ただし、道路脇ならどこでもよいわけではなく、とくに街中であれば「東西を走る道路の北側」でなければ有効な日照は得られない。また、都心のようにあまりに高層化が進んだ地域では、その場所であっても冬場は日陰になる場合もあるため、設置に向かない。対して、草原や田んぼの一本道のような、両サイドに何もない道路であれば、どの方角を向いているかに関係なく、道路脇ならば設置することができる。

ストリート発電の経済性は?

では、実際に家庭用標準タイプの3・5kWのパネルを、街中のほぼ10mの歩道区間を使って「バス停置き」したケースを想定してみよう。

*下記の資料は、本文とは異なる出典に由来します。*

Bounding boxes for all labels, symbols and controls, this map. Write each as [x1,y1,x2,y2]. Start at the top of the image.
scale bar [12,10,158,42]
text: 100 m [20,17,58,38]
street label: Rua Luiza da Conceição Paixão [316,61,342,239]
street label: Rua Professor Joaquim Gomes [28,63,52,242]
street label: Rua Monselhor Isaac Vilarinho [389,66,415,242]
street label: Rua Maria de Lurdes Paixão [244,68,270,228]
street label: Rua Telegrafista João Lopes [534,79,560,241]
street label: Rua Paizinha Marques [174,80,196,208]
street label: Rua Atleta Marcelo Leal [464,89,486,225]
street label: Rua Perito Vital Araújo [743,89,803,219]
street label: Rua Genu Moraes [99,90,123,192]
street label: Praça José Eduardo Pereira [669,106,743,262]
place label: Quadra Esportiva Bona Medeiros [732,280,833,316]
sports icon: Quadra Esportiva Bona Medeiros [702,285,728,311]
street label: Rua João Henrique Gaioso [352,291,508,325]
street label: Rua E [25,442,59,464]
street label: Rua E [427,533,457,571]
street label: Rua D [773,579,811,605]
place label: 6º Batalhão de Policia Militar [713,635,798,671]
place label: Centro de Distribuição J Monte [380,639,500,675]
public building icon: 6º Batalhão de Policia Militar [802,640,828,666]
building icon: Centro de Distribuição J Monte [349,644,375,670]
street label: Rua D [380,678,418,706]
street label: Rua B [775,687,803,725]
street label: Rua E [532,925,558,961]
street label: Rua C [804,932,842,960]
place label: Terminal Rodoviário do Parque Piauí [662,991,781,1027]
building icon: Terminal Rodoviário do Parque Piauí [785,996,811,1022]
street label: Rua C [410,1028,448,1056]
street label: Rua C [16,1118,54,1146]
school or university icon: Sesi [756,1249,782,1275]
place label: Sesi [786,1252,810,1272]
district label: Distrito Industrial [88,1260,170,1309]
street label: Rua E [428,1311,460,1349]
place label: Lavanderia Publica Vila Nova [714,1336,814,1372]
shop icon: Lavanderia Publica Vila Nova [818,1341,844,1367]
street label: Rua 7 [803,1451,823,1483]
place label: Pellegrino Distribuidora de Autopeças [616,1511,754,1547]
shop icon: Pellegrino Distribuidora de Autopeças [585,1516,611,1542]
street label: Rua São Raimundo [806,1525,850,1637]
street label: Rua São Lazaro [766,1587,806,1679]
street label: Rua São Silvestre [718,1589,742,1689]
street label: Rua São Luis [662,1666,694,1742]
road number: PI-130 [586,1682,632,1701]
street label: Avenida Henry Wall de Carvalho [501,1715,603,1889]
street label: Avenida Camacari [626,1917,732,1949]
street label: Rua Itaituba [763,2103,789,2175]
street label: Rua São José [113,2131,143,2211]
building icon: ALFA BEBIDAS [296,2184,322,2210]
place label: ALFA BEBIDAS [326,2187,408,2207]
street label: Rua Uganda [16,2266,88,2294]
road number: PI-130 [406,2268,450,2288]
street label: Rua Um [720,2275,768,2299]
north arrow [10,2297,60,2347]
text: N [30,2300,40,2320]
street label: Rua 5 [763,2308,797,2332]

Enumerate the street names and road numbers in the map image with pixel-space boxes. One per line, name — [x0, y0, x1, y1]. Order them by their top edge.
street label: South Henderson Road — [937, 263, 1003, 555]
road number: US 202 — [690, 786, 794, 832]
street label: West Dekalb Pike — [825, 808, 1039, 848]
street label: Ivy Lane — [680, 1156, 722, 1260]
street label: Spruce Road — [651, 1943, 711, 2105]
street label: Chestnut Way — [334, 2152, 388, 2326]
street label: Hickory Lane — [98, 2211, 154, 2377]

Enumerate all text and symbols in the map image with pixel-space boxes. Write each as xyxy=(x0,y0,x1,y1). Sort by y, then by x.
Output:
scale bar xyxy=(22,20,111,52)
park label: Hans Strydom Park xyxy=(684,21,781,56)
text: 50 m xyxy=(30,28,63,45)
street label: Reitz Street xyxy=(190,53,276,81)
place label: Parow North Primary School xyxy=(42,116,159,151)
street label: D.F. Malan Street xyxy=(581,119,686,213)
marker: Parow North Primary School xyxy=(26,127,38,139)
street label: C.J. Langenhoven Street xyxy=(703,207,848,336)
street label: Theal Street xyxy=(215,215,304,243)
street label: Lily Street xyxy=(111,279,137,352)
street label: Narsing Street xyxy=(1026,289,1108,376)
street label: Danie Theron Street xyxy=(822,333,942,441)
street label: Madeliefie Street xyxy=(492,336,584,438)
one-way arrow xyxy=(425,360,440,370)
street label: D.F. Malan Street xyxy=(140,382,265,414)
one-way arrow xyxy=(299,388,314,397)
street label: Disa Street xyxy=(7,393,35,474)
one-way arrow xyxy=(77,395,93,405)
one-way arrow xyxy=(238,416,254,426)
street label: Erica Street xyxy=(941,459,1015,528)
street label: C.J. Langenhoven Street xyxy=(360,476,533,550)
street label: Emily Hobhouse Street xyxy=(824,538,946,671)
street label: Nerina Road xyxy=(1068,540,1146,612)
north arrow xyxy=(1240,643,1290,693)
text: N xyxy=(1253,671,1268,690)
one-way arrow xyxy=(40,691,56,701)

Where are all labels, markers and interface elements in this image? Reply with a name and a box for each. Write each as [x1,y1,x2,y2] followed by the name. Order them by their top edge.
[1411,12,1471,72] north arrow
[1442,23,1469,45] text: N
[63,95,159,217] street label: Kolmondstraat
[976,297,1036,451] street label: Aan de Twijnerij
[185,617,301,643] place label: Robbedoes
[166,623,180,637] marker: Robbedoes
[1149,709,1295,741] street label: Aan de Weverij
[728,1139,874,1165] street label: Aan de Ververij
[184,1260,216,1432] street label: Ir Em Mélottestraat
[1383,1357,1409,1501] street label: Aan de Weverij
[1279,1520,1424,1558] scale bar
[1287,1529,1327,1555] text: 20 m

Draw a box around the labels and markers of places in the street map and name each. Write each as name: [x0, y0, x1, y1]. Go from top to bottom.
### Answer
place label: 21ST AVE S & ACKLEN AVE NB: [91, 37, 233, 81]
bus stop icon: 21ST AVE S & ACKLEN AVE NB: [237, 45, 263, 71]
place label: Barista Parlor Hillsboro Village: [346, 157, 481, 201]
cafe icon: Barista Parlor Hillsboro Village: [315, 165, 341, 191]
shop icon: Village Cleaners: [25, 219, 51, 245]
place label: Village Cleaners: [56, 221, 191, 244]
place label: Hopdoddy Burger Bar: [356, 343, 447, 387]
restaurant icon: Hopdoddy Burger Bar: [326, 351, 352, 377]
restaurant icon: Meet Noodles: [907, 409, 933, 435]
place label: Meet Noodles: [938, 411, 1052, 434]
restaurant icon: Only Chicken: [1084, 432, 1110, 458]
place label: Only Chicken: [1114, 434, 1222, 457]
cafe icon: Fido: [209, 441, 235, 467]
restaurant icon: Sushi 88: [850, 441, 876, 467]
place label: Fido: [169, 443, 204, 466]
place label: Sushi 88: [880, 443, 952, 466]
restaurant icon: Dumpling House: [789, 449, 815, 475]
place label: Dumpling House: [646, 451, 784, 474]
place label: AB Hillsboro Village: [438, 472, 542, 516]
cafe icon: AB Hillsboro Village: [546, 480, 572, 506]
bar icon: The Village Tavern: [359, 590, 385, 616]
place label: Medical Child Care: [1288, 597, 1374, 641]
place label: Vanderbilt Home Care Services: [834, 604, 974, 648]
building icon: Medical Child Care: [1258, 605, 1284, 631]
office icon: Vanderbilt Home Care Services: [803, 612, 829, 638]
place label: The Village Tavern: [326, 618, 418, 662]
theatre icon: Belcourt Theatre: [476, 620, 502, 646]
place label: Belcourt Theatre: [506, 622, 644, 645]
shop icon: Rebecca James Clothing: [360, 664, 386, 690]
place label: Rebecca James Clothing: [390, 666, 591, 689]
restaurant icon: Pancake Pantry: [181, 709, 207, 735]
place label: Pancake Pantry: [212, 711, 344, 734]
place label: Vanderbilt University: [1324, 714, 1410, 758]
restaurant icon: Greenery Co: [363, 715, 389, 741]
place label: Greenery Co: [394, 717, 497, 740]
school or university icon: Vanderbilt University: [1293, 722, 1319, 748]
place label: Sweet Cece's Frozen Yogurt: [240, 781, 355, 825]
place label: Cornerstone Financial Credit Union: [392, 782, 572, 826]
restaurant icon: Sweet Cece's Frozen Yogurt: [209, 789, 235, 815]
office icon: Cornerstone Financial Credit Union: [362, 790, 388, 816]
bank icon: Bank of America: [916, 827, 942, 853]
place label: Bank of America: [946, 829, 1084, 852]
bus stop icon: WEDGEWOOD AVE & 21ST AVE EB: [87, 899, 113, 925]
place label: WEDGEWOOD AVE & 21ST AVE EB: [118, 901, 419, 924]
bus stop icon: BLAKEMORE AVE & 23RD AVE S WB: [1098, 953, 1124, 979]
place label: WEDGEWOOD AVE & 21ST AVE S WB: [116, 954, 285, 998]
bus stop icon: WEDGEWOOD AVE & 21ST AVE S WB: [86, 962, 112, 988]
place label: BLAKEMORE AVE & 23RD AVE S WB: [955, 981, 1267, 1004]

現在のメガソーラー基準でいうと、設置費はちょうど100万円前後である。年間の発電量は約3500kWhなので、仮に1kWhあたり20円で売電できると、7万円の年間収入になる。つまり、15年もあれば償却可能だ。今のパネルは25年保証も当たり前なので、以後は純収入に転じる。この1kWh20円という価格設定は、現実の市場を想定したものだ。以前にも述べたが、急速充電器の設置費用は1kWhあたり数円の上乗せで償却可能なので、EVユーザーへの実際の小売価格は23~25円が妥当だろう。

なお、蓄電池付きの急速充電器を用いるか、それとも独立して蓄電池を設置するかという問題があり、コスト等も異なってくるが、この問題は別途取り上げたい。

ちなみに、最新のEVならば、3500kWhの電力により3万5千キロを走ることができる。内燃車がこれだけの距離を走破するためには、最上の低燃費車であっても1千ℓ以上のガソリンが必要だ。つまり、この容量のパネルで発電した電力をEVに供給することによって、年間に「約1千ℓ=1kl」もの燃料消費を削減することができる。これは供給源の置き換えなので、一種の「たとえ」ではなく、現実にその種の即効性がある。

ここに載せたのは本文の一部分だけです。